Sunday, 29 November 2015

Project: Gaze and control.

Project: Gaze and control.

Power/Knowledge.

At the start of this piece David Green states that reading Foucault can be difficult.  I have come across his writings throughout this course and still find him difficult.  

In this piece we are asked to view power as a positive force that enables man to obtain knowledge rather than a negative influence that controls and stifles man.

The accumulation and spread of sound and true knowledge is dependent on the exercise of positive power.  Power and knowledge go together.

Truth can only be arrived at through discipline and is constraint not the product of free thinking.  Every society has it’s method of testing for the truth and those make such decisions wield power.

Disciplinary Power.

In Foucault’s Discipline and Punishment the change in penal regimes from using physical punishment to change future conduct to an attempt to change the behaviour of prisoners by observation and persuasion .  The change the soul rather that punish the body.  

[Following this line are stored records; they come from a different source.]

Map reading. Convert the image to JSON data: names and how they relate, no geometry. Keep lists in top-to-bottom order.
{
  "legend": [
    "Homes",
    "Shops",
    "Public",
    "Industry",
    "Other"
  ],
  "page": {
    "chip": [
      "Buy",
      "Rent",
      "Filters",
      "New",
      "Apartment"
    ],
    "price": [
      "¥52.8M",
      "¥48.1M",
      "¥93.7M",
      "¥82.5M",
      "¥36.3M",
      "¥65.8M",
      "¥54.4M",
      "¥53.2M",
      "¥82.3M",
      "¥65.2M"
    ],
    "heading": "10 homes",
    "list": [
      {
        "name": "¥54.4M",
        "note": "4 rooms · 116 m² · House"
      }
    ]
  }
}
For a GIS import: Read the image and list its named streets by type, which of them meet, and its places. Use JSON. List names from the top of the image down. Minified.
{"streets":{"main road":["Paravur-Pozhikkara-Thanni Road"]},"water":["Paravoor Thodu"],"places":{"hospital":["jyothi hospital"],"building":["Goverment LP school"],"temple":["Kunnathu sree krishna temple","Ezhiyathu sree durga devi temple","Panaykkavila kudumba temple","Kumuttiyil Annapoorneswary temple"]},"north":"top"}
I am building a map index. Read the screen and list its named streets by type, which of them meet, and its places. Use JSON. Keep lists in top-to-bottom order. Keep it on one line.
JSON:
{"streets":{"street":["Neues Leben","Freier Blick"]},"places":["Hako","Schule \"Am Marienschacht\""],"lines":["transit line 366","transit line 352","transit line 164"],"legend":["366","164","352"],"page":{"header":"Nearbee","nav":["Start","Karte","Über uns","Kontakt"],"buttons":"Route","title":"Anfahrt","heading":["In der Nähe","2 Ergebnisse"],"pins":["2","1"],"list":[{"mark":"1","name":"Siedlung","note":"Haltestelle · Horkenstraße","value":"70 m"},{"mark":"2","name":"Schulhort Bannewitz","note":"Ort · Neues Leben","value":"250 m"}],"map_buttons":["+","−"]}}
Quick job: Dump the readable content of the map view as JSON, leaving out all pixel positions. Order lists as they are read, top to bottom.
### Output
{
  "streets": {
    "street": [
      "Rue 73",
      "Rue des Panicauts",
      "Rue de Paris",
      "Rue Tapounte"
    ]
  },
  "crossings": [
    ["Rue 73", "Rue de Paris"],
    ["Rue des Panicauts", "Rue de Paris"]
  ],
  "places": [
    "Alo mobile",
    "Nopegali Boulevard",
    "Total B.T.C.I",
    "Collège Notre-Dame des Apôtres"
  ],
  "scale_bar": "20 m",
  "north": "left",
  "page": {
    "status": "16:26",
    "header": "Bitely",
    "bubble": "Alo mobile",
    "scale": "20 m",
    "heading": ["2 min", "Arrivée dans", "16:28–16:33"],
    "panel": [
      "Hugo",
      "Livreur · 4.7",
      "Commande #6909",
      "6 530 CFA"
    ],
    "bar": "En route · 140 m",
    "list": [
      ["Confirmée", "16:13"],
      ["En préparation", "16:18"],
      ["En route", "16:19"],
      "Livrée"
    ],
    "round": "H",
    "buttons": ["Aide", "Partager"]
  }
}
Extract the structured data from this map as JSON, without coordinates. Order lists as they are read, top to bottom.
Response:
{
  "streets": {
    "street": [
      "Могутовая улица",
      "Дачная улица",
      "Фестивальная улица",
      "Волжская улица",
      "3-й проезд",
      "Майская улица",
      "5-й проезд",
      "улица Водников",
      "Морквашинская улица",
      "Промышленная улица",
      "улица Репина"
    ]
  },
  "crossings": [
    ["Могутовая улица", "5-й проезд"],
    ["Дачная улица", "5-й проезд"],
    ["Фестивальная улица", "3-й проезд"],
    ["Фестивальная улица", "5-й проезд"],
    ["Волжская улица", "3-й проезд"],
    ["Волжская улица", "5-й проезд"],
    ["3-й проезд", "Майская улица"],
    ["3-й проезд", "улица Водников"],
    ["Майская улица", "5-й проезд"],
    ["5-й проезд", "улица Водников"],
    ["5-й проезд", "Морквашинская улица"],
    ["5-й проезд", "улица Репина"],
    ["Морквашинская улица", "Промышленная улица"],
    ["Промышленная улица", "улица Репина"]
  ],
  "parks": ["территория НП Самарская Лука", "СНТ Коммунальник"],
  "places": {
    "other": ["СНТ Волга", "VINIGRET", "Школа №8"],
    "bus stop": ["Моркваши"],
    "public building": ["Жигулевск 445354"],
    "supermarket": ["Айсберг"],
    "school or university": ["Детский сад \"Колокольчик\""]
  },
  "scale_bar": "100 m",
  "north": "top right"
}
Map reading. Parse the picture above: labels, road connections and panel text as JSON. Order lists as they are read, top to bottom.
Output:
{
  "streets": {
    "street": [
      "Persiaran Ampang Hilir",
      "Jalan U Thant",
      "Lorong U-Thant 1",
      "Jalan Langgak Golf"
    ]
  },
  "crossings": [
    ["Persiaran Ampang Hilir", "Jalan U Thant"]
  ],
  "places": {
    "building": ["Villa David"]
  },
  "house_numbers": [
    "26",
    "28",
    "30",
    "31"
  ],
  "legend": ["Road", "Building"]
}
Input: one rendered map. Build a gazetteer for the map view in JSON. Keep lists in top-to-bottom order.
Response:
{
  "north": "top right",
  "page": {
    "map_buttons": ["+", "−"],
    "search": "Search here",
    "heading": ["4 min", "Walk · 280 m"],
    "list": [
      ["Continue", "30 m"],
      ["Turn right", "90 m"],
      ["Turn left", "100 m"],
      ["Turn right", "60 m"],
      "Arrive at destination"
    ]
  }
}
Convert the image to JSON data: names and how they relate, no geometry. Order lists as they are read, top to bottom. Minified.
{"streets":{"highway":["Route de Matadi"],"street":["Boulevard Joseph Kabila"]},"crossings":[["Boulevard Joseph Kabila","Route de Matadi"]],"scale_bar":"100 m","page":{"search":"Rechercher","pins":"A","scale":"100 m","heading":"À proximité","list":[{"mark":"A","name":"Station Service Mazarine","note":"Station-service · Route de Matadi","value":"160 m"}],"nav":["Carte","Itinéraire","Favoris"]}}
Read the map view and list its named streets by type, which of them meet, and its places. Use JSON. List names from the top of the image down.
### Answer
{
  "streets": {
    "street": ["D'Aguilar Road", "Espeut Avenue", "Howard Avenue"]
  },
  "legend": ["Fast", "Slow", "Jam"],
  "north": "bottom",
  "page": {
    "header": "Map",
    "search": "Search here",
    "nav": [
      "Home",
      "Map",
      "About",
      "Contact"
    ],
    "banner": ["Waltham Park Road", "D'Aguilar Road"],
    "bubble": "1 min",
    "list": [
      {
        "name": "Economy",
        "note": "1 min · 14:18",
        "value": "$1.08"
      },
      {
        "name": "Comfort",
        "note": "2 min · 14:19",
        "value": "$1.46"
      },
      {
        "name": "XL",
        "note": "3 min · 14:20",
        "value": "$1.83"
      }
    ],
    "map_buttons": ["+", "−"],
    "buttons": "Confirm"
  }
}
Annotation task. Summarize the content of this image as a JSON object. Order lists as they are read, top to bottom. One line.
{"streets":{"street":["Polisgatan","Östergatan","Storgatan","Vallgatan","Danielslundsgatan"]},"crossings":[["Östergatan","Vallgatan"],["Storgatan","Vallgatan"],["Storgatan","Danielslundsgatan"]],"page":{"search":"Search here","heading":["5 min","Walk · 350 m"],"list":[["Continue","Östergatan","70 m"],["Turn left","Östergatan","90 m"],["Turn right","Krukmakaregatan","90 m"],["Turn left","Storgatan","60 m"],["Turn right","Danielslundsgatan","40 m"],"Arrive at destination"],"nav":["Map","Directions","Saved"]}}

People who know they are under observation react differently to those ignorant of the fact.  Thus the ‘Panopticon’, as devised by Jeremy Bentham, was a way of observing prisoners with them seeing the observer.  The idea of the unseen observer is now applied as CCTC which is employed widely both inside and out in the street.  

Foucault points out the interdependence of power and knowledge.  He claims that power does reside with with a single body in society but is exercised throughout society by the many.  A knowledge/power relationship is present in all social interactions.  

At this point I lost the will to live.

Photography and Power.

Photography became a powerful tool in the recording of, and categorising of people and was seen as a true representation of what was observed.  It allowed close scrutiny of those being observed and permitted unfair and misguided comparisons to made between the world of the observer and the world of the observed.  By isolating the subject from it’s normal surroundings context is lost and a false image can be manufactured.


According to David Green the power wielded by the photograph invites resistance, but this power is so strong as to render any meaningful resistance futile.  All one can do is find new ways of working with photography in the fields of observing, recording, and reading.